• Your goal
Lines that include the string "Rodeo" are the ones to copy from the entries below.

• Dataset records
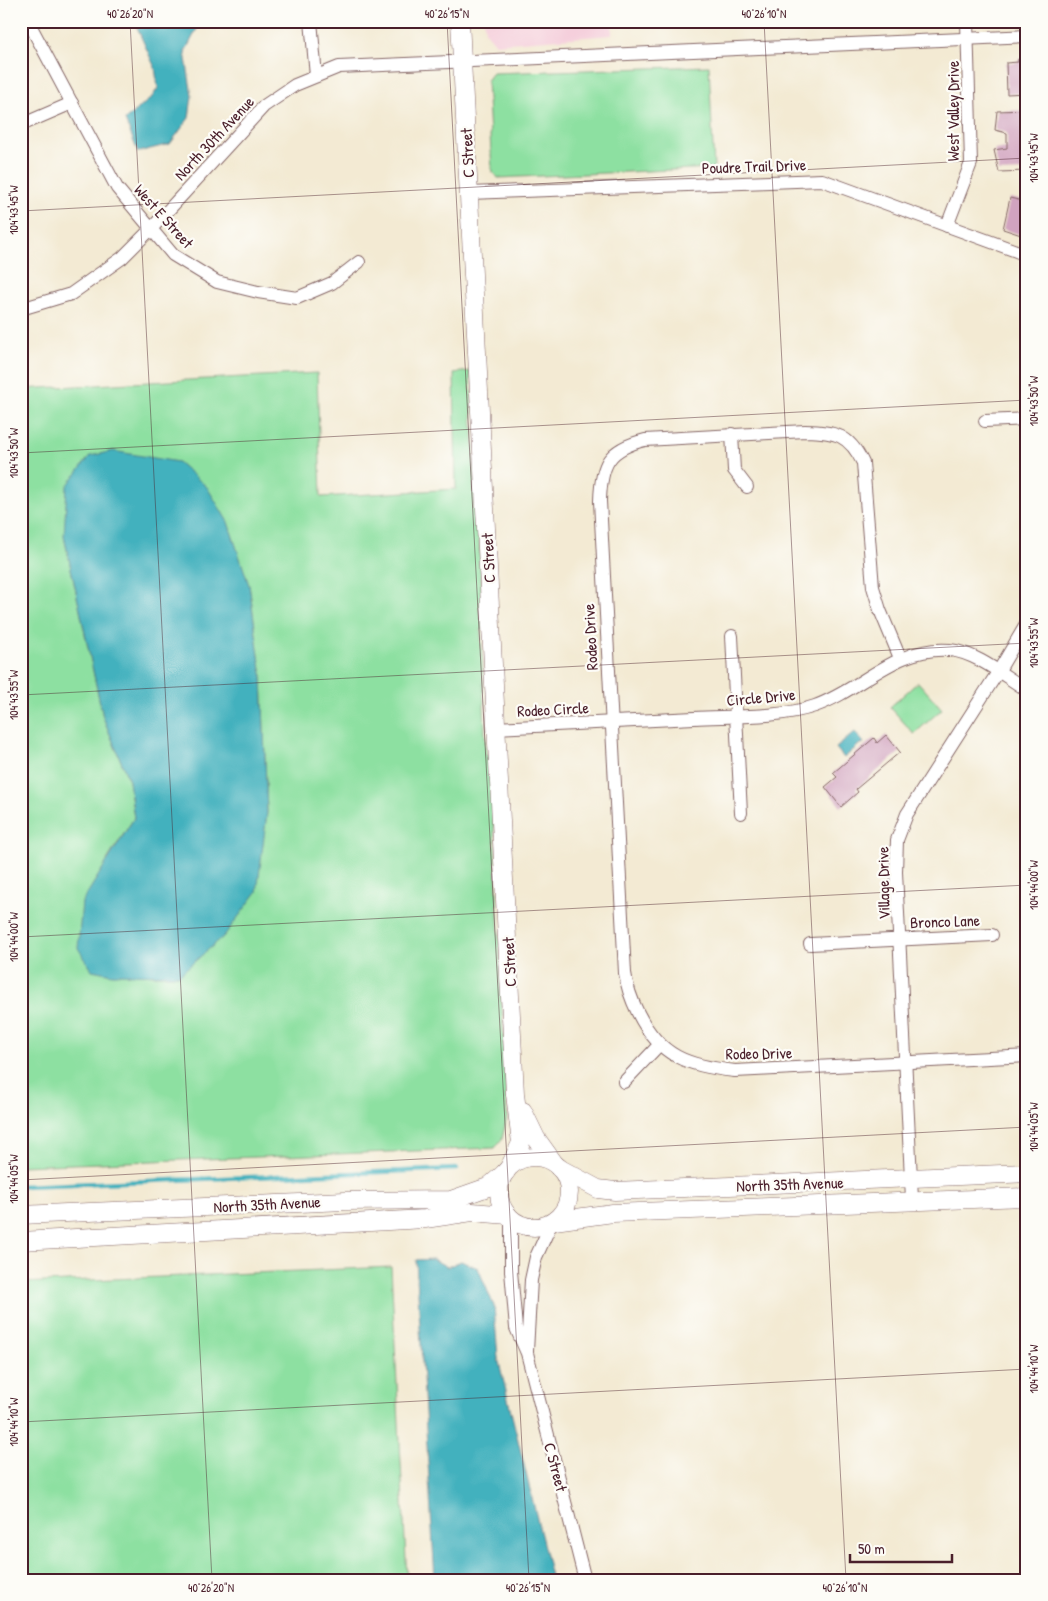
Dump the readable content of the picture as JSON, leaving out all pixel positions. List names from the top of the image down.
{
  "streets": {
    "street": [
      "West Valley Drive",
      "North 30th Avenue",
      "C Street",
      "Poudre Trail Drive",
      "West E Street",
      "Rodeo Drive",
      "Circle Drive",
      "Rodeo Circle",
      "Village Drive",
      "Bronco Lane",
      "North 35th Avenue"
    ]
  },
  "crossings": [
    ["West Valley Drive", "North 30th Avenue"],
    ["West Valley Drive", "Poudre Trail Drive"],
    ["North 30th Avenue", "C Street"],
    ["North 30th Avenue", "West E Street"],
    ["C Street", "Poudre Trail Drive"],
    ["C Street", "Rodeo Circle"],
    ["C Street", "North 35th Avenue"],
    ["Rodeo Drive", "Circle Drive"],
    ["Rodeo Drive", "Rodeo Circle"],
    ["Rodeo Drive", "Village Drive"],
    ["Circle Drive", "Rodeo Circle"],
    ["Village Drive", "Bronco Lane"],
    ["Village Drive", "North 35th Avenue"]
  ],
  "scale_bar": "50 m",
  "coordinates": [
    "40°26'20\"N",
    "40°26'15\"N",
    "40°26'10\"N",
    "104°43'45\"W",
    "104°43'50\"W",
    "104°43'55\"W",
    "104°44'00\"W",
    "104°44'05\"W",
    "104°44'10\"W"
  ]
}
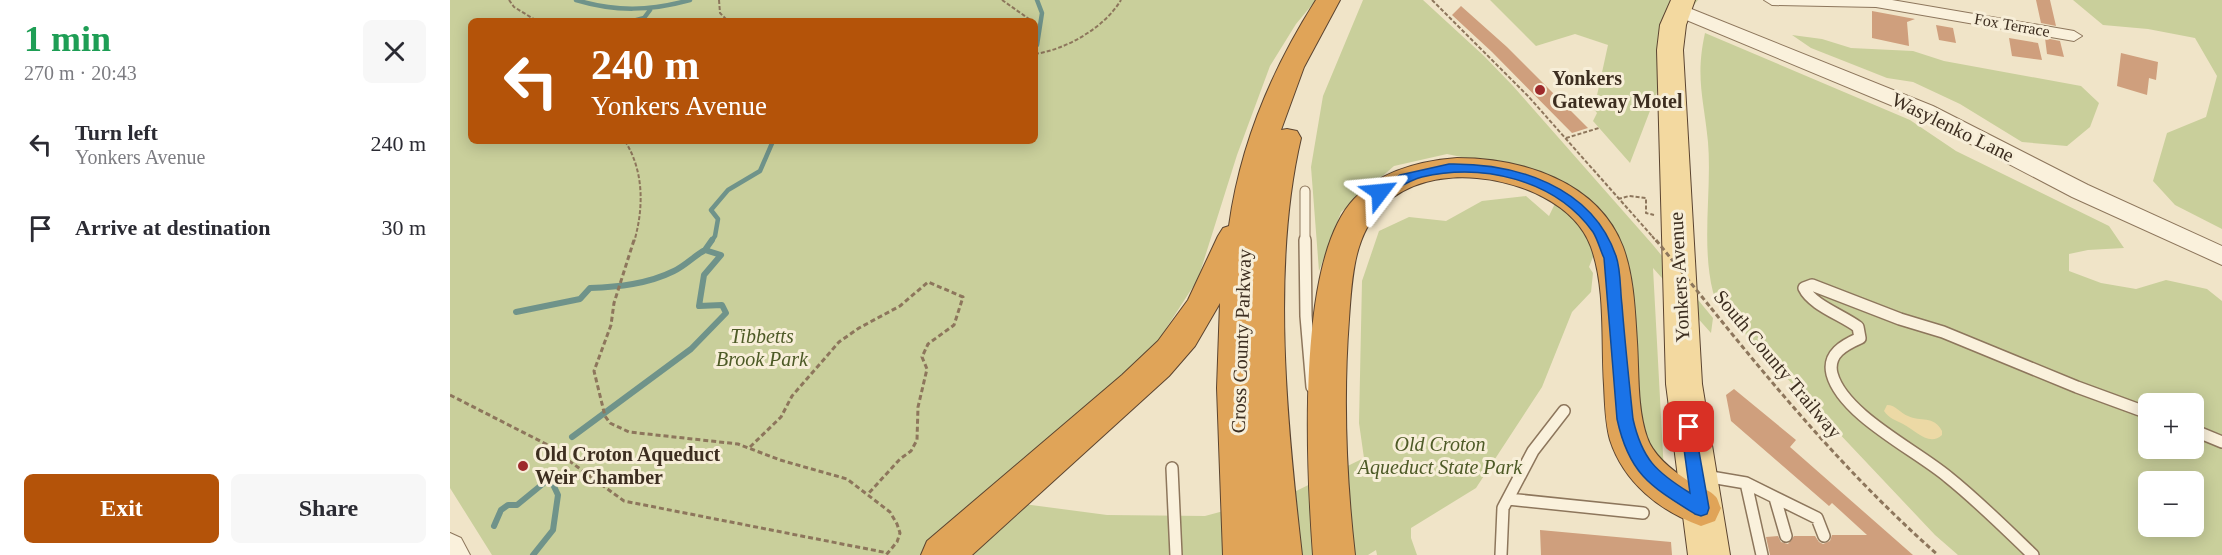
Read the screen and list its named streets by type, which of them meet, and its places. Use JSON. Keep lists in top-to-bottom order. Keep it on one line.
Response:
{"streets":{"highway":["Cross County Parkway"],"main road":["Yonkers Avenue"],"street":["Fox Terrace","Wasylenko Lane"],"path":["South County Trailway"]},"crossings":[["Wasylenko Lane","Yonkers Avenue"]],"parks":["Tibbetts Brook Park","Old Croton Aqueduct State Park"],"places":["Yonkers Gateway Motel","Old Croton Aqueduct Weir Chamber"],"page":{"heading":["1 min","270 m · 20:43"],"turn":["240 m","Yonkers Avenue"],"list":[{"name":"Turn left","note":"Yonkers Avenue","value":"240 m"},{"name":"Arrive at destination","value":"30 m"}],"map_buttons":["+","−"],"buttons":["Exit","Share"]}}
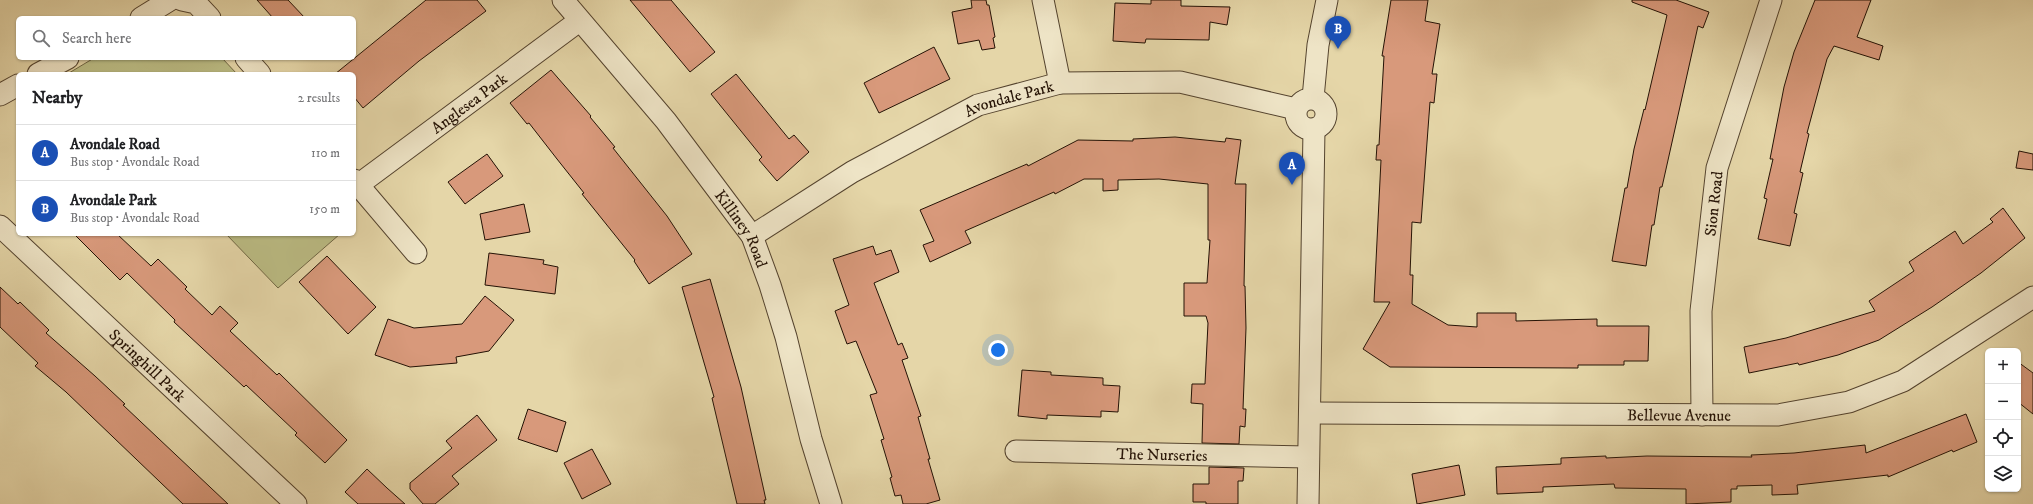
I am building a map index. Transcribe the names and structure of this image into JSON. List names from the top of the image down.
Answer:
{
  "streets": {
    "street": [
      "Avondale Park",
      "Anglesea Park",
      "Sion Road",
      "Killiney Road",
      "Springhill Park",
      "Bellevue Avenue",
      "The Nurseries"
    ]
  },
  "crossings": [
    ["Avondale Park", "Killiney Road"],
    ["Anglesea Park", "Killiney Road"],
    ["Sion Road", "Bellevue Avenue"]
  ],
  "page": {
    "pins": ["B", "A"],
    "search": "Search here",
    "heading": ["Nearby", "2 results"],
    "list": [
      {
        "mark": "A",
        "name": "Avondale Road",
        "note": "Bus stop · Avondale Road",
        "value": "110 m"
      },
      {
        "mark": "B",
        "name": "Avondale Park",
        "note": "Bus stop · Avondale Road",
        "value": "150 m"
      }
    ],
    "map_buttons": ["+", "−"]
  }
}
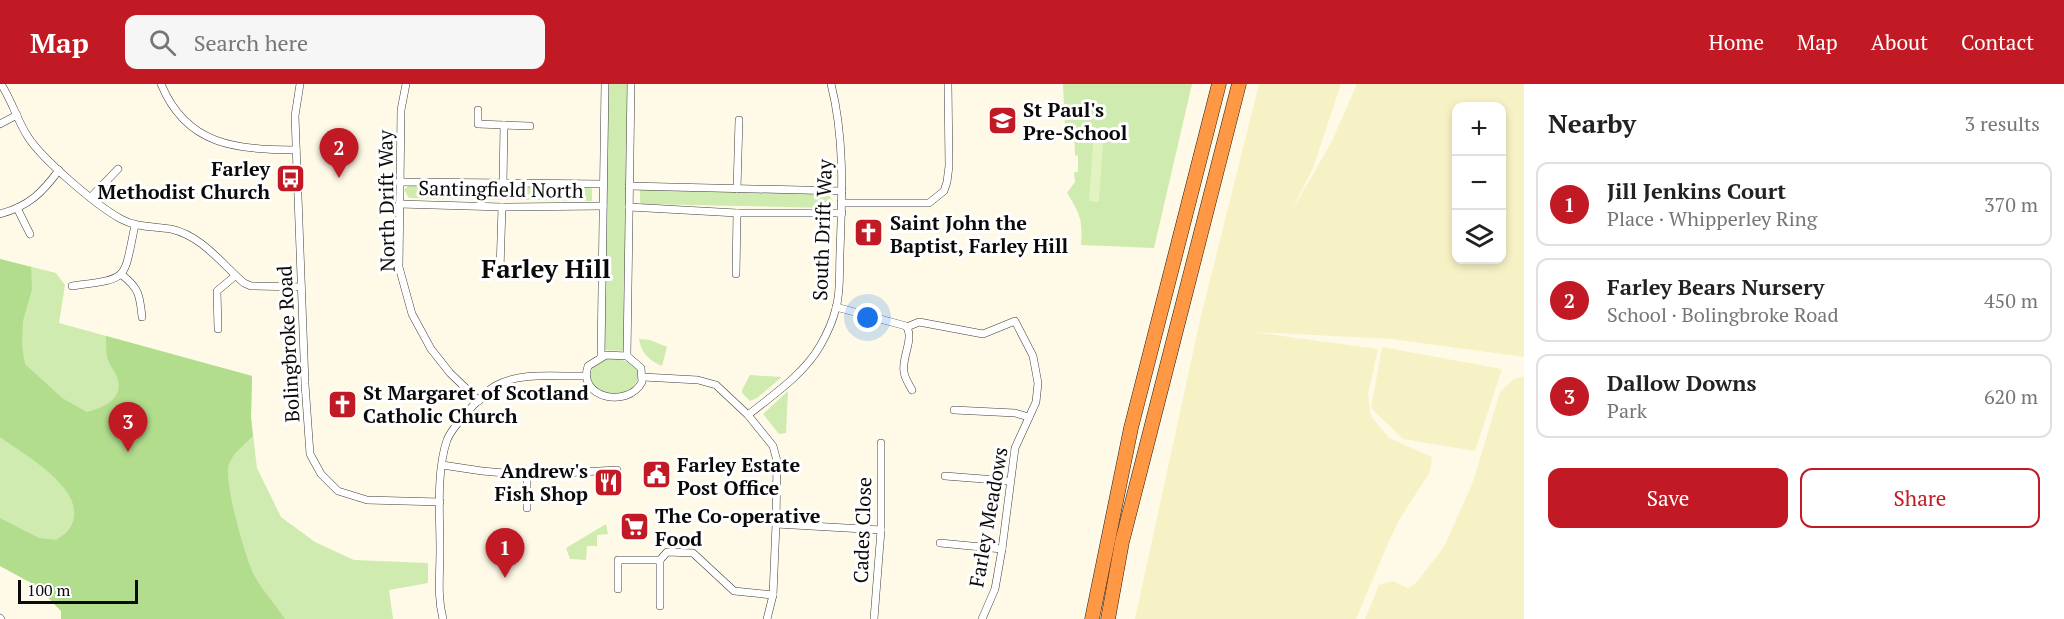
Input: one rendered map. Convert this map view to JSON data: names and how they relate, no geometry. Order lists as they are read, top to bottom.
{
  "streets": {
    "street": [
      "Santingfield North",
      "North Drift Way",
      "South Drift Way",
      "Bolingbroke Road",
      "Farley Meadows",
      "Cades Close"
    ]
  },
  "crossings": [
    ["Santingfield North", "North Drift Way"]
  ],
  "districts": ["Farley Hill"],
  "places": {
    "school or university": ["St Paul's Pre-School"],
    "bus stop": ["Farley Methodist Church"],
    "church": ["Saint John the Baptist, Farley Hill", "St Margaret of Scotland Catholic Church"],
    "public building": ["Farley Estate Post Office"],
    "restaurant": ["Andrew's Fish Shop"],
    "supermarket": ["The Co-operative Food"]
  },
  "scale_bar": "100 m",
  "page": {
    "header": "Map",
    "search": "Search here",
    "nav": [
      "Home",
      "Map",
      "About",
      "Contact"
    ],
    "heading": ["Nearby", "3 results"],
    "map_buttons": ["+", "−"],
    "pins": ["2", "3", "1"],
    "list": [
      {
        "mark": "1",
        "name": "Jill Jenkins Court",
        "note": "Place · Whipperley Ring",
        "value": "370 m"
      },
      {
        "mark": "2",
        "name": "Farley Bears Nursery",
        "note": "School · Bolingbroke Road",
        "value": "450 m"
      },
      {
        "mark": "3",
        "name": "Dallow Downs",
        "note": "Park",
        "value": "620 m"
      }
    ],
    "buttons": ["Save", "Share"],
    "scale": "100 m"
  }
}
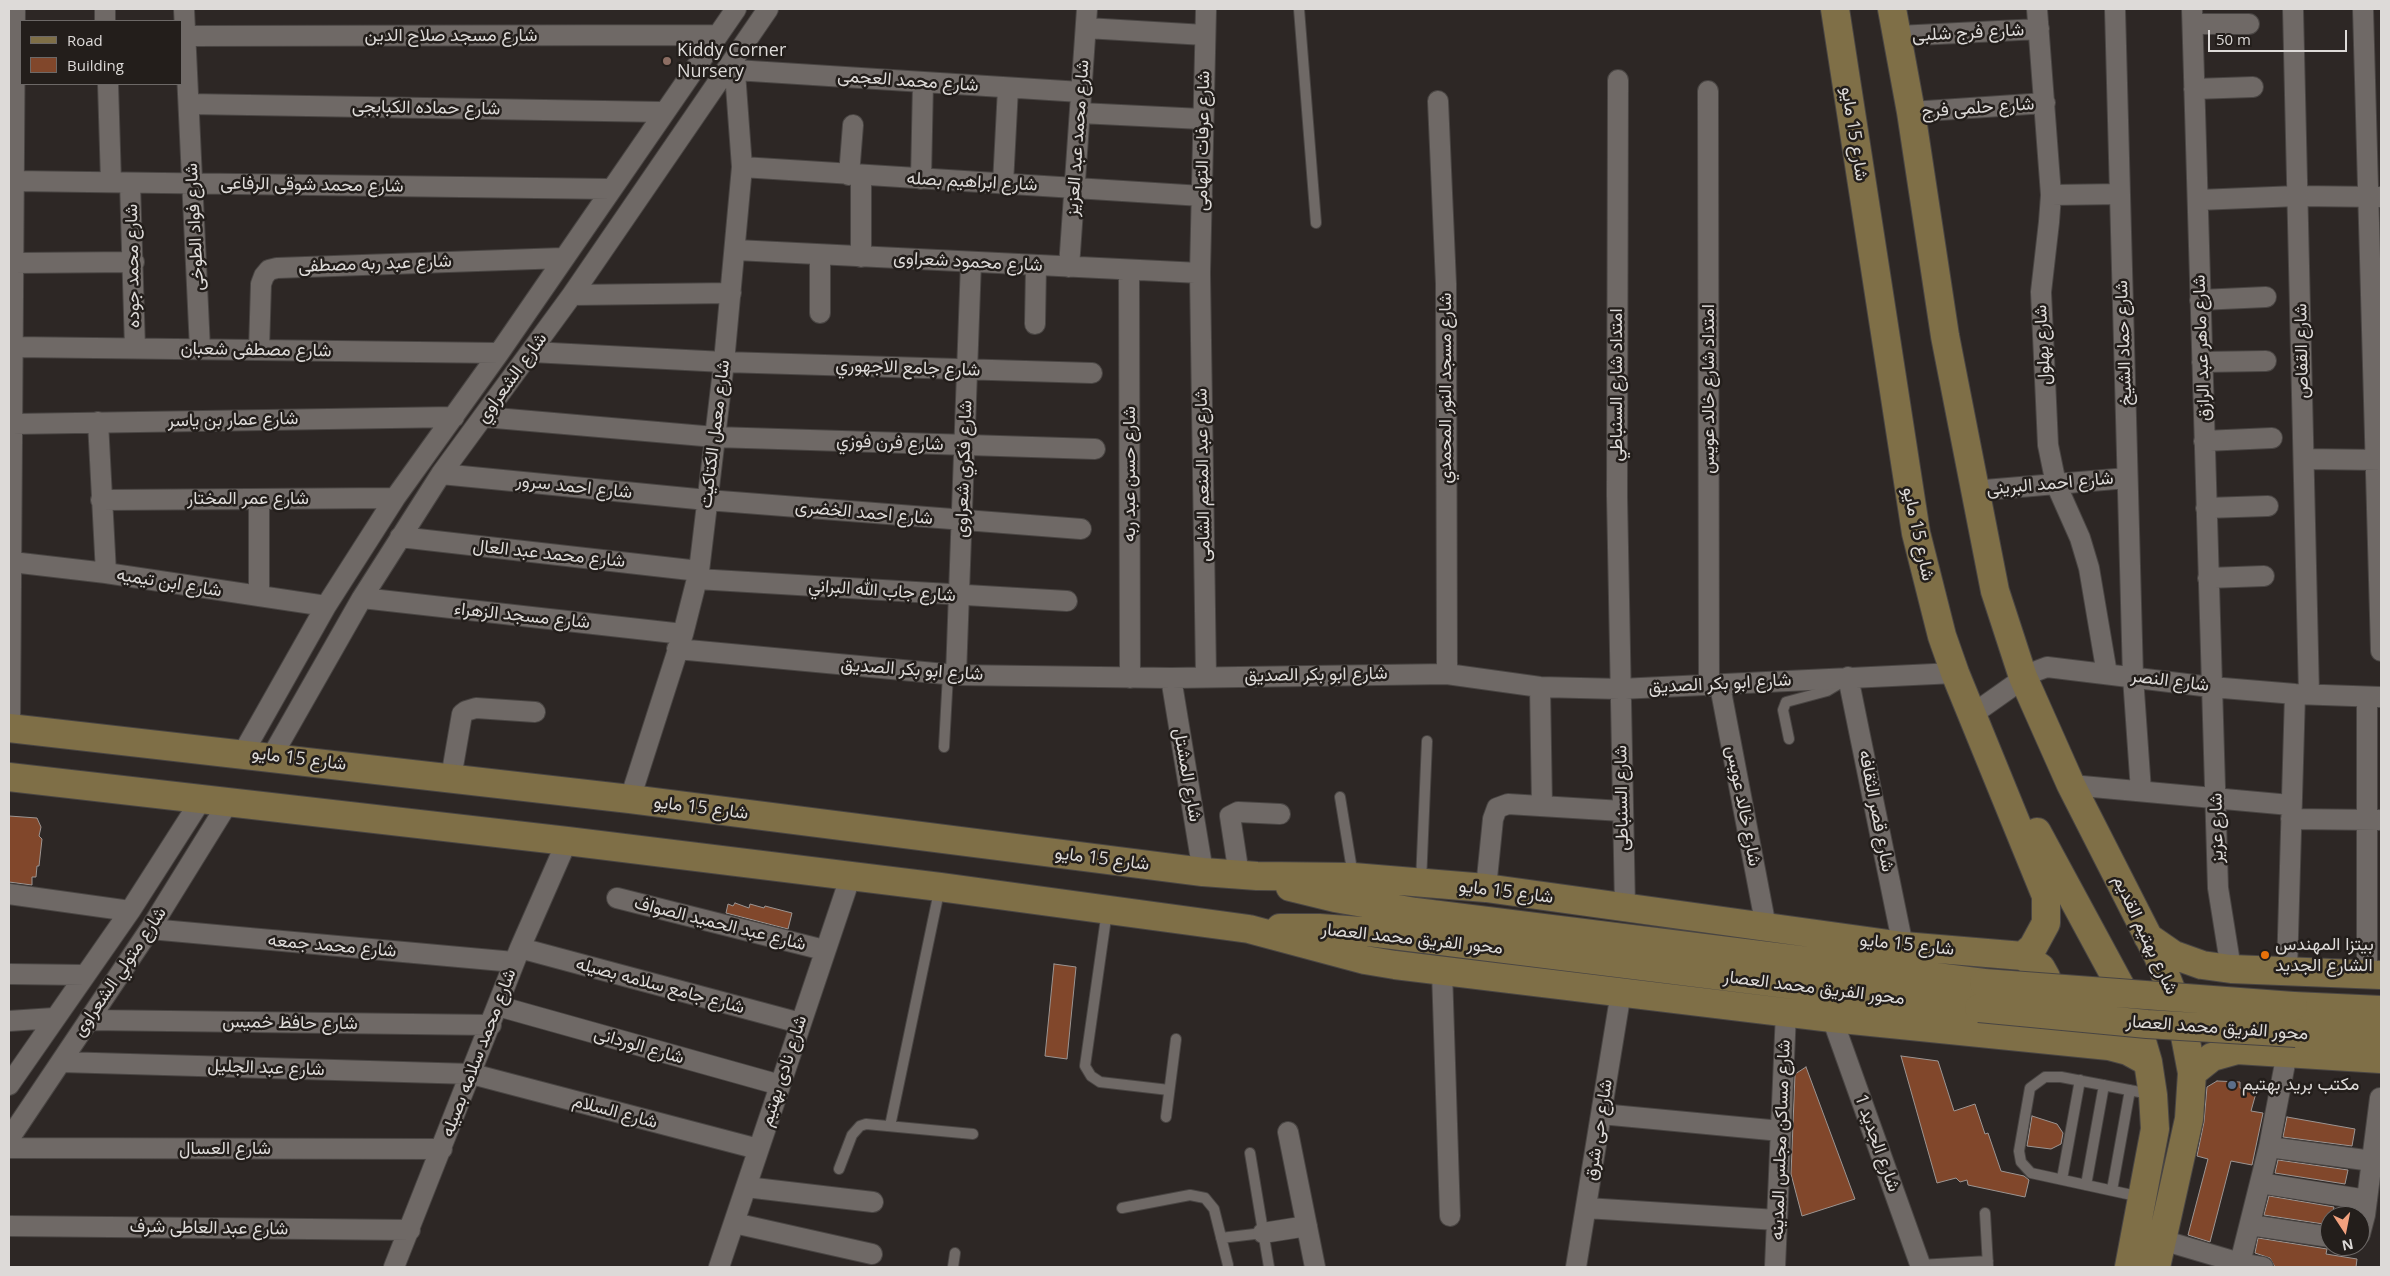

• Reply
      "Rodeo Drive",
      "Rodeo Circle",
    ["C Street", "Rodeo Circle"],
    ["Rodeo Drive", "Circle Drive"],
    ["Rodeo Drive", "Rodeo Circle"],
    ["Rodeo Drive", "Village Drive"],
    ["Circle Drive", "Rodeo Circle"],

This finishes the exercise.